"I prefer reading history-based novels (crime or otherwise), which is why Craig McDonald’s Lassister series strikes such a terrific chord with me," for example, or this:
" I’ll read pretty much anything that presents a past I see slipping away, but the new stuff that seems to top the bestseller lists I find mostly boring horseshit.
"That’s not to say the writing is bad. I’m sure some of it is wonderful, but if there is no or little basis in reality or some sense of history (i.e., the first three George V. Higgins novels – The Friends of Eddie Coyle, The Digger’s Game and Cogan’s Trade – and James Ellroy’s American Tabloid)."

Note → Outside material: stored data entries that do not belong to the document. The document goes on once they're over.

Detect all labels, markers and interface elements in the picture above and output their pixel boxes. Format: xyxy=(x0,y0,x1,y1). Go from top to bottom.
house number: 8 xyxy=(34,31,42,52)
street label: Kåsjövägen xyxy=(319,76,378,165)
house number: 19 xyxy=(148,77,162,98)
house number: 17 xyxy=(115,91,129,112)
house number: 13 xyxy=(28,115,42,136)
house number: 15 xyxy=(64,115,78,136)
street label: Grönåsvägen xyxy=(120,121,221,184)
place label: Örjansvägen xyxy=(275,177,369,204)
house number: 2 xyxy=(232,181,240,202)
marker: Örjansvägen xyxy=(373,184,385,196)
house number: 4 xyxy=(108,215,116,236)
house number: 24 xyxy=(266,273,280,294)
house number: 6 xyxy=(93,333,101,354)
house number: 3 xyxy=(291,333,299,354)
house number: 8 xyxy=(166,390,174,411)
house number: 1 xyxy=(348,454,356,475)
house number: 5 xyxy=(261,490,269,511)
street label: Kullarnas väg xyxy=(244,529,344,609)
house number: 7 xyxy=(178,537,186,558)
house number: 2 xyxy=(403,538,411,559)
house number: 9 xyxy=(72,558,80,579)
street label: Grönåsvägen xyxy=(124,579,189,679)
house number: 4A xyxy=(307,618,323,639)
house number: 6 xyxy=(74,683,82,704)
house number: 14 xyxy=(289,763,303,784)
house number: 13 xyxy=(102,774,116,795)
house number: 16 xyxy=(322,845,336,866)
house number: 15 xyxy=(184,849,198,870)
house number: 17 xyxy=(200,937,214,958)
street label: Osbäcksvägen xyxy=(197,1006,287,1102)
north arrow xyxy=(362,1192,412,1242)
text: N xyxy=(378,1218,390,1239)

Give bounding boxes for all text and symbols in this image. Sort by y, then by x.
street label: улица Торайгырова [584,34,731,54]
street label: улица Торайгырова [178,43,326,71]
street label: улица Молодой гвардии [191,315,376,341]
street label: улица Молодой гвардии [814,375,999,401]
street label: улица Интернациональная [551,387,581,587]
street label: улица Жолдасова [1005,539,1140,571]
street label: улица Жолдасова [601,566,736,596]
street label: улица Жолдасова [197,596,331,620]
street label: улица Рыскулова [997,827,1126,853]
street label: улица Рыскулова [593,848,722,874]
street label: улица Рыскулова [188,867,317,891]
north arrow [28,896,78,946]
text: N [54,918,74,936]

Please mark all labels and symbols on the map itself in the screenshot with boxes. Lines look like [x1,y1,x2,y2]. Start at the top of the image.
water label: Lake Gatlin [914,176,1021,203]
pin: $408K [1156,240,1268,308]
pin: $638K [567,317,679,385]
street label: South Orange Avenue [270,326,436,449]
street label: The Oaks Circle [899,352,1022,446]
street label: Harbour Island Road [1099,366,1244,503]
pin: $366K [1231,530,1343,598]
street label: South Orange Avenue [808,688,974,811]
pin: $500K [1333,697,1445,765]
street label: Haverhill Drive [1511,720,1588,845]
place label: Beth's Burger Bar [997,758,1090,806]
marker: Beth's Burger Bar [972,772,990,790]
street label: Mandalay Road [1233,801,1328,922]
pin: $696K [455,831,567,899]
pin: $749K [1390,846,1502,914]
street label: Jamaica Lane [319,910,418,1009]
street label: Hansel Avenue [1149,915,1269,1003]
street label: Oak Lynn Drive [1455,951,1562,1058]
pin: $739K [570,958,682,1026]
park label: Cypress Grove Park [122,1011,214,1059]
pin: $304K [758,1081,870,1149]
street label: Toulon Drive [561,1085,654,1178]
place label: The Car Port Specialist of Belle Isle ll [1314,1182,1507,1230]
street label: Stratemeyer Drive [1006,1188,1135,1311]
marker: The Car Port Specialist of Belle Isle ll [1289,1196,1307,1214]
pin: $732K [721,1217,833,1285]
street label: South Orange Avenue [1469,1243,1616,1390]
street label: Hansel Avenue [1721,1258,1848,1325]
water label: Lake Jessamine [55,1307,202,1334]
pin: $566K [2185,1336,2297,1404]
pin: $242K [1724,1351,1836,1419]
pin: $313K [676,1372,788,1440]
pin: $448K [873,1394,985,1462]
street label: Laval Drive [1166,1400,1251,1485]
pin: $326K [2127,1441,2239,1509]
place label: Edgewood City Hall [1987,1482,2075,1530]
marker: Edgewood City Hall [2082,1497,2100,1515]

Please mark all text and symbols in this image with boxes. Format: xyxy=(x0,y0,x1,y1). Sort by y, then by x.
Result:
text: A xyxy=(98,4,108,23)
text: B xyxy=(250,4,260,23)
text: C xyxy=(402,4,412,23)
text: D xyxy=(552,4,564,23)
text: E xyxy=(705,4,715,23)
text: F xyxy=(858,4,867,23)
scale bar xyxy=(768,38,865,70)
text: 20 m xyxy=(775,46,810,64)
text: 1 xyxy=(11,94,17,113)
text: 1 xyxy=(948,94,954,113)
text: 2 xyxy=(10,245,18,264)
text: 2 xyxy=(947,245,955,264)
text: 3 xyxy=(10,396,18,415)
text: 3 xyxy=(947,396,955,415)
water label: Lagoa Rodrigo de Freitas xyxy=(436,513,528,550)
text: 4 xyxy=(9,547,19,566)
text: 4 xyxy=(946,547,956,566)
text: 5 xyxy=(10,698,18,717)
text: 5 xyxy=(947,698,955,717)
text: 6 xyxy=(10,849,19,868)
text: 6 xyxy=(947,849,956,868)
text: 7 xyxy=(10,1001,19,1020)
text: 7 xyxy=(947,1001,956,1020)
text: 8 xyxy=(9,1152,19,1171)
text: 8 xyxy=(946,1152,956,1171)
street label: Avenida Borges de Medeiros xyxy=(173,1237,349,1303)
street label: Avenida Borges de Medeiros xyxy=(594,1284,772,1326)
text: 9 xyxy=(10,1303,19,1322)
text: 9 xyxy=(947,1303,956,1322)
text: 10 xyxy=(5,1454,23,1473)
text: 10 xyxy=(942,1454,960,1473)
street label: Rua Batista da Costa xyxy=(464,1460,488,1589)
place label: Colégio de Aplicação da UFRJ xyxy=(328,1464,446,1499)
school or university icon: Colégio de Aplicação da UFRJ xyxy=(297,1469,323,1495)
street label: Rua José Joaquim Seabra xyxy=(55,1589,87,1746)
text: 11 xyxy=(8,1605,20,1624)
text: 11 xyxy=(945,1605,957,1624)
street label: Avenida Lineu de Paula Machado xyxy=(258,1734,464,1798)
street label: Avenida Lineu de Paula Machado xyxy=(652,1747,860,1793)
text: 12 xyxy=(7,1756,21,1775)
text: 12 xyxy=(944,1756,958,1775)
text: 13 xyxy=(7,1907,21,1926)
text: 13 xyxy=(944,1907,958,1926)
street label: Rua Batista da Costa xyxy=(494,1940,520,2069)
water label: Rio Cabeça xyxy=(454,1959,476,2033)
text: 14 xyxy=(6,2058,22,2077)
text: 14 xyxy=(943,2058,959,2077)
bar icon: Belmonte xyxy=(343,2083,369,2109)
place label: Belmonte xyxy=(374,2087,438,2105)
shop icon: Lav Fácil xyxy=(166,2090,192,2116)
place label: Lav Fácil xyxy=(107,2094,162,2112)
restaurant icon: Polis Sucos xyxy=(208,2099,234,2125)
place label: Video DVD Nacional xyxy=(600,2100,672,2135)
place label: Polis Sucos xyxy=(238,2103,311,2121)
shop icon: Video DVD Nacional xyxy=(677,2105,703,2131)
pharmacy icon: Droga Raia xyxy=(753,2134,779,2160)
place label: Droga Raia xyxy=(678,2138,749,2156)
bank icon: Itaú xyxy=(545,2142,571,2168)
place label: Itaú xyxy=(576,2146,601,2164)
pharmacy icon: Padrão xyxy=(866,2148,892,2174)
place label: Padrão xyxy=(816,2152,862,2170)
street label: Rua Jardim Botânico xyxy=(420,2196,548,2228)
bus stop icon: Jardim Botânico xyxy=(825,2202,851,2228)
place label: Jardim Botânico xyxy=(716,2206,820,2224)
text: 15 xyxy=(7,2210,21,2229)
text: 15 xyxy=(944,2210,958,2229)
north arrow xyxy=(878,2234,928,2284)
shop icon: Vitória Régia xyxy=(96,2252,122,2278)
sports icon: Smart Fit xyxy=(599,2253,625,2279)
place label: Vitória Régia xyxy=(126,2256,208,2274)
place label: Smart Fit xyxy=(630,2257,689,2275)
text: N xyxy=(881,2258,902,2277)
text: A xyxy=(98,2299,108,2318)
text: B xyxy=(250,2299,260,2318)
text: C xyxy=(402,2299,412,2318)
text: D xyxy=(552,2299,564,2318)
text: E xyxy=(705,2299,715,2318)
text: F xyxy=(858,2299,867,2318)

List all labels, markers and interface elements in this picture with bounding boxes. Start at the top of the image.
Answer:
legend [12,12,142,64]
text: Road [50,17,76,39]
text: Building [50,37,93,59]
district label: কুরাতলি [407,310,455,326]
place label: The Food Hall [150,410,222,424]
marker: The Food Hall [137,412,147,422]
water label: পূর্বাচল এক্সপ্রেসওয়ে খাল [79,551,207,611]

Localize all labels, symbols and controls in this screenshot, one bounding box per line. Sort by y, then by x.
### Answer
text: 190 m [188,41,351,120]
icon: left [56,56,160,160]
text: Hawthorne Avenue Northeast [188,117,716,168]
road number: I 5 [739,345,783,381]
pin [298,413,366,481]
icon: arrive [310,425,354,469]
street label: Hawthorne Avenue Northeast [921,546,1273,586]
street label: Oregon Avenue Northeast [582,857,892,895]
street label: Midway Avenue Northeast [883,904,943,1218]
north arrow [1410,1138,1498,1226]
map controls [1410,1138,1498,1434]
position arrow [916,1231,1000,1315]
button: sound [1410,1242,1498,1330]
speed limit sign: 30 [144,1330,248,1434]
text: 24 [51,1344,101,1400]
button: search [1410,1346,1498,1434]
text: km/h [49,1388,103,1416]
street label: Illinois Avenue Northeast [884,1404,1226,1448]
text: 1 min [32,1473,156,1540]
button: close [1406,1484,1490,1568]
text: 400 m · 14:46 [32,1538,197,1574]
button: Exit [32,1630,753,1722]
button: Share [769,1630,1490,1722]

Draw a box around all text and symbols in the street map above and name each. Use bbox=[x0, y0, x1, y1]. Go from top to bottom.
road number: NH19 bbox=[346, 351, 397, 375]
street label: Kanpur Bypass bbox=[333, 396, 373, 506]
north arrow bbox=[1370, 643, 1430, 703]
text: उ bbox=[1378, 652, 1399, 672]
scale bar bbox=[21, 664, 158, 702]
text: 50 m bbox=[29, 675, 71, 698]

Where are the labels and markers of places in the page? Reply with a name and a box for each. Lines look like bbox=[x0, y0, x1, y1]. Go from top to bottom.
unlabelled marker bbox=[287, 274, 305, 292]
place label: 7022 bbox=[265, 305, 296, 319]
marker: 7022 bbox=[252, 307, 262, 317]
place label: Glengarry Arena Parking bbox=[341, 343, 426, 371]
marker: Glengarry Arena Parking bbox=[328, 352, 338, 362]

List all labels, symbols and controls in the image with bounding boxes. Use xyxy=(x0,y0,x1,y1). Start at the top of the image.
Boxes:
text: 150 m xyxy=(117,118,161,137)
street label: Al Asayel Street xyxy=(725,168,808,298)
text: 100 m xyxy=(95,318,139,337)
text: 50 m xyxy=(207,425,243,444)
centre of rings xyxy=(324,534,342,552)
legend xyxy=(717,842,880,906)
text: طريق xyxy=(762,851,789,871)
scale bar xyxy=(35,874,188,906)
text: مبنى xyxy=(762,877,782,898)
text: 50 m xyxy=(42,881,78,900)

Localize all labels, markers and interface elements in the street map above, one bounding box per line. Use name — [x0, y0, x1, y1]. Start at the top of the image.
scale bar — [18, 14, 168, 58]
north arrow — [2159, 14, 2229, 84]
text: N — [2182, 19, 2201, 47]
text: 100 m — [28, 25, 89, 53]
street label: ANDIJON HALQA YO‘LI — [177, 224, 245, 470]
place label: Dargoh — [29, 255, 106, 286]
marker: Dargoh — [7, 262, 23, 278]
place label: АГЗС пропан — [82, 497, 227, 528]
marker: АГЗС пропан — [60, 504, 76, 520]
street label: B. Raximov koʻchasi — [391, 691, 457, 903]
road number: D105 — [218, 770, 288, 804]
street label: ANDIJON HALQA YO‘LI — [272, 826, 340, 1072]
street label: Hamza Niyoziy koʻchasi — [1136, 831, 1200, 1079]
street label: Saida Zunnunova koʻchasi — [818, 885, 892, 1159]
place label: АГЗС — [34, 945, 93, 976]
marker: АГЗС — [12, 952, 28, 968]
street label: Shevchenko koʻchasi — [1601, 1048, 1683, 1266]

Stella's comments neatly take in the attractions of one crime novel that I've read recently, one I'm reading now, and another I expect to read soon. Adrian McKinty's The Cold Cold Ground plunked me right into the middle of Belfast and environs at the time of the hunger strikes. Ronan Bennett's Zugzwang is doing something similar for St. Petersburg in 1914, and I have every hope that Donald Westlake's The Comedy is Finished will do the same for the late 1970s in the U.S.
What does history mean to you when it comes to fiction? Stella talks about "history-based novels;" What do you think he means by that? Are "history-based novels" different from historical fiction?